Biofuel statistics: Year 6 (2013 to 2014), report 3
Report for Year 6, 15 April 2013 to 14 April 2014.
Documents
Details
This publication presents statistics on the Renewable Transport Fuel Obligation (RTFO) for the obligation year 15 April 2013 to 14 April 2014 (Year 6) based on data currently available. This is report three of six and therefore contains an incomplete dataset for Year 6.
It includes information on:
- the amount of UK road transport fuel from renewable and fossil fuel;
- the number of Renewable Transport Fuel Certificates (RTFCs) which have been issued to fuel meeting the sustainability requirements;
- the balance of RTFCs by obligation period;
- trades of RTFCs between suppliers and/or traders;
- carbon and sustainability (C&S) characteristics of the renewable fuel to which RTFCs have been issued;
- voluntary scheme data of renewable transport fuel;
- supplier specific C&S data;
- supplier performance against the obligation; and
- fuel supply by volume and energy.
Main results
The headline figures are:
- 1,310 million litres of renewable fuel have been supplied, which is 3.45% of total road and non-road mobile machinery fuel. 953 million litres (73%) of this renewable fuel has so far been demonstrated to meet the sustainability requirements .
- 1,412 million RTFCs have been issued to fuel meeting the sustainability requirements, of which 917 million were issued to double counting feedstocks.
- of the 953 million litres so far meeting the sustainability requirements, bioethanol comprised 51% of supply, biodiesel (FAME) 45% and biomethanol and methyl tertiary butyl ether (MTBE) 4%. There were also small volumes of biogas and pure vegetable oil.
Carbon and sustainability (C&S) characteristics of the biofuels to which RTFCs have been issued are:
- the most widely reported source for biodiesel (by feedstock and country of origin) was used cooking oil from the UK (108 million litres, 11% of total fuel, 25% of biodiesel).
- the most widely reported source for bioethanol (by feedstock and country of origin) was corn from the Ukraine (72 million litres, 8% of total fuel, 15% of bioethanol).
- 48% of fuel was made from a waste/non-agricultural residue (double counting) feedstock.

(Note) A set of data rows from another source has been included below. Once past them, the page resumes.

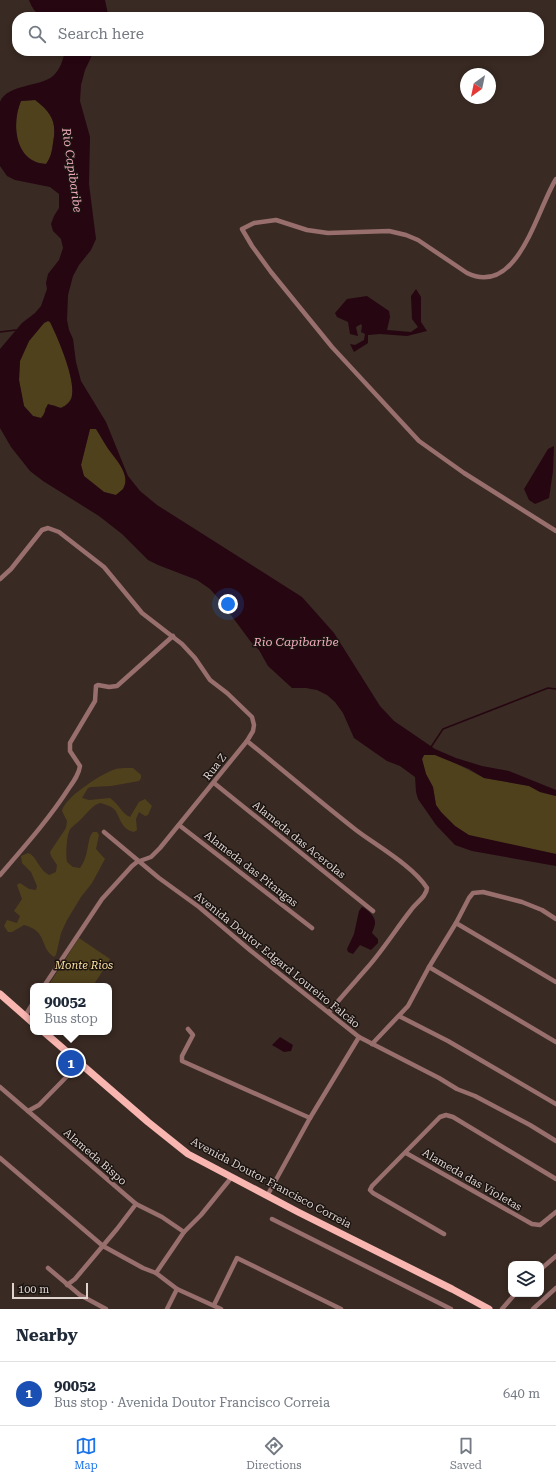 <!DOCTYPE html>
<meta charset="utf-8">
<style>
:root{--surface:#fff;--page:#f6f6f7;--text:#1f2937;--muted:#747a83;--line:#e0e1e3;--accent:#1a73e8}
body{margin:0;font-family:"Roboto Serif",serif;background:var(--page);color:var(--text)}
.controls{position:absolute;right:12px;bottom:12px;display:grid;overflow:hidden;border-radius:8px;box-shadow:0 2px 6px #0003}
.controls button{width:36px;height:36px;display:grid;place-items:center;padding:0;border:0;border-bottom:1px solid var(--line);background:var(--surface);color:var(--text);font:20px sans-serif}
.compass{position:absolute;left:460px;top:68px;width:36px;height:36px;border-radius:50%;background:var(--surface);box-shadow:0 2px 6px #0003;rotate:213deg}
.scale{position:absolute;left:12px;bottom:10px;width:76px;box-sizing:border-box;padding-left:4px;border:2px solid #ded3cf;border-top:0;font-size:11px;line-height:14px;white-space:nowrap;color:#ded3cf;-webkit-text-stroke:3px #1b1411;paint-order:stroke}
.you{position:absolute;left:228px;top:604px;width:14px;height:14px;margin:-10px;border:3px solid #fff;border-radius:50%;background:#1a73e8;box-shadow:0 0 0 6px #1a73e833}
.badge{display:grid;place-items:center;width:26px;height:26px;border-radius:50%;background:var(--accent);color:#fff;font-size:13px;font-weight:700}
.pin{position:absolute;translate:-50% -50%;border:2px solid #fff;box-shadow:0 1px 4px #0006}
.popup{position:absolute;left:30px;top:983px;width:82px;height:52px;box-sizing:border-box;display:grid;place-content:center;border-radius:8px;background:var(--surface);filter:drop-shadow(0 1px 3px #0005);font-size:13px;white-space:nowrap;color:var(--muted)}
.popup b{font-size:15px;color:var(--text)}
.popup::after{content:'';position:absolute;left:50%;top:100%;margin-left:-8px;border:8px solid transparent;border-top-color:var(--surface)}
.list{margin:0;padding:0;list-style:none}
h2{display:flex;justify-content:space-between;align-items:center;height:52px;margin:0;padding:0 16px;font-size:17px}
h2 small{font-size:13px;font-weight:400;color:var(--muted)}
.list li{display:grid;grid-template-columns:26px 1fr auto;gap:12px;align-items:center;box-sizing:border-box;height:64px;padding:0 16px;border-top:1px solid var(--line)}
.list b{display:block;font-size:15px;white-space:nowrap}
.list p{margin:0;font-size:13px;white-space:nowrap;color:var(--muted)}
.list em{font-size:13px;font-style:normal;color:var(--muted)}
.icon{flex:none;width:22px;height:22px;fill:none;stroke:currentColor;stroke-width:2;stroke-linecap:round;stroke-linejoin:round}
.map{position:relative;flex:none;width:556px;height:1309px;overflow:hidden}
.search{position:absolute;background:var(--surface);box-shadow:0 2px 6px #0003;left:12px;right:12px;top:12px;height:44px;display:flex;align-items:center;gap:10px;box-sizing:border-box;padding:0 14px;border-radius:16px;color:var(--muted);font-size:15px}
.sheet{height:116px;background:var(--surface)}
nav{display:flex;justify-content:space-around;align-items:center;box-sizing:border-box;height:56px;border-top:1px solid var(--line);background:var(--surface);font-size:11px;color:var(--muted)}
nav a{display:grid;justify-items:center;gap:2px}
nav .on{color:var(--accent)}
.map>svg:first-child{display:block}
.green{fill:#50411d}
.water{fill:#260611;fill-rule:evenodd}
.lines{fill:none;stroke-linecap:round;stroke-linejoin:round}
.stream{stroke:#260611;stroke-width:1.5}
.minor{stroke:#986f6c;stroke-width:4.5}
.primary{stroke:#f9b5b0;stroke-width:7}
.labels{text-anchor:middle;dominant-baseline:central;stroke-width:3;stroke-linejoin:round;paint-order:stroke}
.street-label{font-size:11px;fill:#ded3cf;stroke:#1b1411}
.park-label{font-size:11px;font-style:italic;fill:#fbdf9f;stroke:#1b1411}
.water-label{font-size:12px;font-style:italic;fill:#f0a9bc;stroke:#1b1411}
</style>
<div class="map">
<svg width="556" height="1309" viewBox="0 0 556 1309">
<rect width="100%" height="100%" fill="#392a23"/>
<g class="green">
<path d="M 36,100 C 52,114 57,122 53,143 C 52,151 51,157 46,164 C 15,162 11,124 21,101 Z"/>
<path d="M 48,321 L 50,322 C 58,338 75,378 72,395 C 71,401 66,406 60,408 L 54,405 L 45,408 L 45,414 L 41,418 L 33,416 L 24,406 L 19,380 L 20,361 L 29,341 L 44,323 Z"/>
<path d="M 90,429 L 96,429 C 100,435 103,441 107,447 C 114,458 132,474 123,489 C 121,491 118,493 116,495 L 104,492 L 84,476 L 81,465 Z"/>
<path d="M 428,754 L 435,755 L 455,763 L 484,778 L 529,786 L 540,792 L 556,796 L 556,854 L 469,836 L 455,826 L 441,812 L 436,805 L 433,787 L 426,774 L 422,759 L 424,755 Z"/>
<path d="M 129,768 L 133,768 L 141,775 L 141,778 L 139,781 L 111,786 L 91,787 L 88,788 L 82,798 L 89,800 L 110,798 C 119,804 121,813 130,817 L 139,802 L 145,799 L 152,806 L 148,815 L 145,816 L 139,812 L 136,819 L 137,830 L 134,832 C 121,829 121,819 115,810 C 111,806 105,804 100,803 C 93,805 88,812 83,817 C 80,821 75,824 71,828 C 66,834 66,855 67,862 L 73,867 L 80,868 C 90,855 86,840 93,832 L 97,832 L 99,835 L 96,849 L 105,859 L 92,883 L 81,897 L 67,920 L 61,933 L 56,955 L 54,957 C 39,947 48,931 24,925 L 12,932 L 8,932 L 4,926 L 7,920 L 17,923 L 20,916 L 14,911 L 22,899 L 17,885 L 20,883 L 29,889 L 36,890 L 37,886 L 31,872 L 22,863 L 21,856 L 28,853 C 37,856 38,869 49,875 L 56,872 L 57,865 L 51,856 L 50,852 L 66,828 L 67,821 L 62,811 C 64,798 101,774 113,770 C 118,768 124,768 129,768 Z"/>
<path d="M 79,938 L 110,959 L 93,986 L 48,986 Z"/>
</g>
<g class="water">
<path d="M 29,0 L 105,0 L 108,14 L 108,17 L 45,17 C 36,15 32,8 29,0 Z"/>
<path d="M 65,51 L 94,51 L 85,70 L 81,85 L 80,101 L 90,137 L 89,184 L 96,239 L 91,250 L 79,265 L 73,276 L 68,295 L 67,320 L 69,330 L 73,339 L 76,362 L 81,381 L 106,422 L 128,476 L 140,491 L 157,505 L 302,597 L 334,633 L 380,706 L 394,721 L 435,749 L 456,758 L 482,766 L 509,771 L 556,790 L 556,796 L 540,792 L 529,786 L 484,778 L 469,769 L 435,755 L 424,755 L 422,759 L 426,774 L 433,787 L 436,805 L 441,812 L 455,826 L 469,835 L 556,854 L 556,866 L 472,851 L 455,845 L 436,825 L 418,799 L 416,792 L 415,777 L 400,766 L 387,761 L 354,738 L 343,713 L 335,702 L 327,695 L 317,690 L 306,688 L 292,688 L 268,666 L 259,650 L 251,642 L 219,599 L 210,589 L 197,580 L 158,565 L 148,560 L 122,534 L 99,516 L 43,481 L 30,471 L 11,447 L 0,428 L 0,349 L 22,323 L 35,313 L 41,306 L 47,289 L 46,283 L 48,274 L 59,260 L 63,248 L 61,239 L 53,231 L 51,224 L 54,216 L 59,208 L 59,194 L 50,187 L 15,180 L 7,176 L 0,166 L 0,102 C 7,84 40,87 53,76 C 60,70 63,60 65,51 ZM 35,100 C 52,113 57,122 53,143 C 52,151 51,157 46,164 C 15,163 11,124 21,101 ZM 48,321 L 50,322 C 58,338 75,378 72,395 C 72,401 66,406 61,408 L 48,404 C 45,409 45,414 41,418 L 33,416 L 24,406 L 19,380 L 20,361 L 29,341 L 44,323 ZM 90,429 L 96,429 C 100,435 103,441 107,447 C 114,458 132,474 123,489 C 121,491 118,493 116,495 L 104,492 L 84,476 L 81,465 Z"/>
<path d="M 416,289 L 421,297 L 421,322 L 427,331 L 407,336 L 380,334 L 368,335 L 368,343 L 354,352 L 350,344 L 355,345 L 364,340 L 365,334 L 361,332 L 362,326 L 361,324 L 356,327 L 358,336 L 350,334 L 348,322 L 337,317 L 335,313 L 347,299 L 367,296 L 389,311 L 390,317 L 387,330 L 411,332 L 418,327 L 412,319 L 411,296 Z"/>
<path d="M 554,446 L 553,471 L 549,498 L 535,504 L 529,500 L 524,489 L 548,449 Z"/>
<path d="M 362,907 C 367,909 376,917 375,923 C 375,926 373,930 372,933 L 378,939 L 378,943 L 371,950 L 360,945 L 353,954 L 348,952 L 347,949 L 354,934 L 359,911 Z"/>
<path d="M 280,1037 L 293,1045 L 291,1051 L 284,1052 L 272,1045 Z"/>
</g>
<g class="lines">
<g class="stream">
<path d="M 0,332 L 16,330"/>
<path d="M 431,747 L 443,729 L 548,688 L 556,689"/>
</g>
<g class="minor">
<path d="M 556,179 C 537,209 518,298 467,273 L 418,240 L 406,235 L 389,231 L 328,233 L 307,230 L 276,220 L 254,223 L 242,229 L 252,246 L 271,272 L 332,347 L 419,441 L 464,473 L 556,531"/>
<path d="M 0,579 L 11,569 L 42,530 L 48,528 L 59,532 L 104,567 L 142,613 L 182,644 L 195,658 L 210,680 L 227,693 L 252,717 L 254,725 L 253,731 L 247,741 L 160,848 L 151,857 L 137,862 L 132,866 L 102,899 L 44,986"/>
<path d="M 247,741 C 284,771 319,801 356,830 C 377,846 413,866 427,888 C 427,896 416,903 411,910 C 396,929 383,950 367,968 C 354,983 341,997 329,1012"/>
<path d="M 214,783 L 373,911"/>
<path d="M 179,825 L 312,928"/>
<path d="M 104,832 L 159,878 L 199,907 L 251,951 L 359,1037 L 439,1078 L 457,1089 L 475,1096 L 530,1125 L 556,1141"/>
<path d="M 0,875 C 24,847 49,819 69,788 C 74,781 79,774 80,766 L 70,751 L 70,743 L 95,701 L 96,686 L 98,685 L 109,687 L 117,686 L 173,636"/>
<path d="M 456,923 L 556,982"/>
<path d="M 429,967 L 556,1042"/>
<path d="M 25,1016 L 33,1003"/>
<path d="M 399,1016 L 448,1041 L 556,1104"/>
<path d="M 188,1029 L 193,1035 L 182,1056 L 182,1061 L 310,1118"/>
<path d="M 372,1044 L 408,1006 L 429,967 L 456,923 L 469,898 L 473,893 L 483,892 L 522,902 L 542,910 L 556,919"/>
<path d="M 0,1087 L 136,1204 L 162,1217 L 184,1232"/>
<path d="M 28,1111 L 39,1105 L 80,1063"/>
<path d="M 406,1153 L 532,1224 L 540,1225 L 556,1212"/>
<path d="M 0,1158 L 103,1246 L 143,1268 L 156,1273 L 177,1289 L 221,1309"/>
<path d="M 267,1196 L 310,1118 L 359,1037"/>
<path d="M 272,1219 L 451,1309"/>
<path d="M 444,1234 L 373,1193 L 370,1190 L 372,1186 L 440,1117 L 446,1115 L 453,1117 L 556,1179"/>
<path d="M 48,1268 L 80,1295 L 106,1309"/>
<path d="M 541,1269 L 556,1256"/>
<path d="M 156,1273 L 184,1232 L 201,1215 L 231,1178"/>
<path d="M 67,1285 L 75,1279 L 117,1229 L 136,1204"/>
<path d="M 214,1305 L 237,1258 L 341,1309"/>
<path d="M 167,1309 L 177,1289"/>
<path d="M 502,1309 L 515,1294"/>
<path d="M 533,1309 L 556,1288"/>
</g>
<g class="primary">
<path d="M 0,994 L 33,1023"/>
<path d="M 44,1032 L 148,1122 L 188,1154 L 298,1212 L 452,1289 L 489,1309"/>
</g>
</g>
<g class="labels">
<g class="street-label">
<text transform="translate(215 767) rotate(-52)">Rua Z</text>
<text transform="translate(299 840) rotate(39)">Alameda das Acerolas</text>
<text transform="translate(251 869) rotate(38)">Alameda das Pitangas</text>
<text transform="translate(277 960) rotate(39)">Avenida Doutor Edgard Loureiro Falcão</text>
<text transform="translate(95 1157) rotate(41)">Alameda Bispo</text>
<text transform="translate(472 1180) rotate(30)">Alameda das Violetas</text>
<text transform="translate(271 1183) rotate(28)">Avenida Doutor Francisco Correia</text>
</g>
<g class="park-label">
<text x="84" y="965">Monte Rios</text>
</g>
<g class="water-label">
<text transform="translate(72 170) rotate(82)">Rio Capibaribe</text>
<text x="296" y="642">Rio Capibaribe</text>
</g>
</g>
</svg>
<div class="controls">
<button><svg class="icon" aria-label="layers" viewBox="0 0 24 24"><path d="M12 4l9 5-9 5-9-5zM3 14l9 5 9-5"/></svg></button>
</div>
<svg class="compass" viewBox="-18 -18 36 36"><path d="M0-13l5 13h-10z" fill="#e53935"/><path d="M0 13l5-13h-10z" fill="#747a83"/></svg>
<div class="scale">100 m</div>
<div class="you"></div>
<div class="pin badge" style="left:71px;top:1063px;background:#1a4fb4">1</div>
<div class="popup"><b>90052</b>Bus stop</div>
<div class="search"><svg class="icon" aria-label="search" viewBox="0 0 24 24"><circle cx="10" cy="10" r="6"/><path d="M15 15l6 6"/></svg>Search here</div>
</div>
<section class="sheet">
<h2>Nearby<small></small></h2>
<ul class="list">
<li><span class="badge" style="background:#1a4fb4">1</span><div><b>90052</b><p>Bus stop · Avenida Doutor Francisco Correia</p></div><em>640 m</em></li>
</ul>
</section>
<nav>
<a class="on"><svg class="icon" aria-label="map" viewBox="0 0 24 24"><path d="M3 6l6-2 6 2 6-2v14l-6 2-6-2-6 2zM9 4v14M15 6v14"/></svg>Map</a>
<a><svg class="icon" aria-label="directions" viewBox="0 0 24 24"><path d="M12 3l9 9-9 9-9-9zM9 14v-3h6M13 9l2 2-2 2"/></svg>Directions</a>
<a><svg class="icon" aria-label="saved" viewBox="0 0 24 24"><path d="M7 4h10v16l-5-4-5 4z"/></svg>Saved</a>
</nav>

- 23% of the fuel was sourced from UK feedstocks.
- an aggregate greenhouse gas saving of 70% compared to fossil fuels was achieved. This figure excludes emissions from indirect land-use change.
- 99% of the fuel was sourced from a voluntary scheme.
- the most commonly used voluntary scheme was ISCC (88% of fuel) followed by Abengoa RED Bioenergy Sustainability Assurance (9%).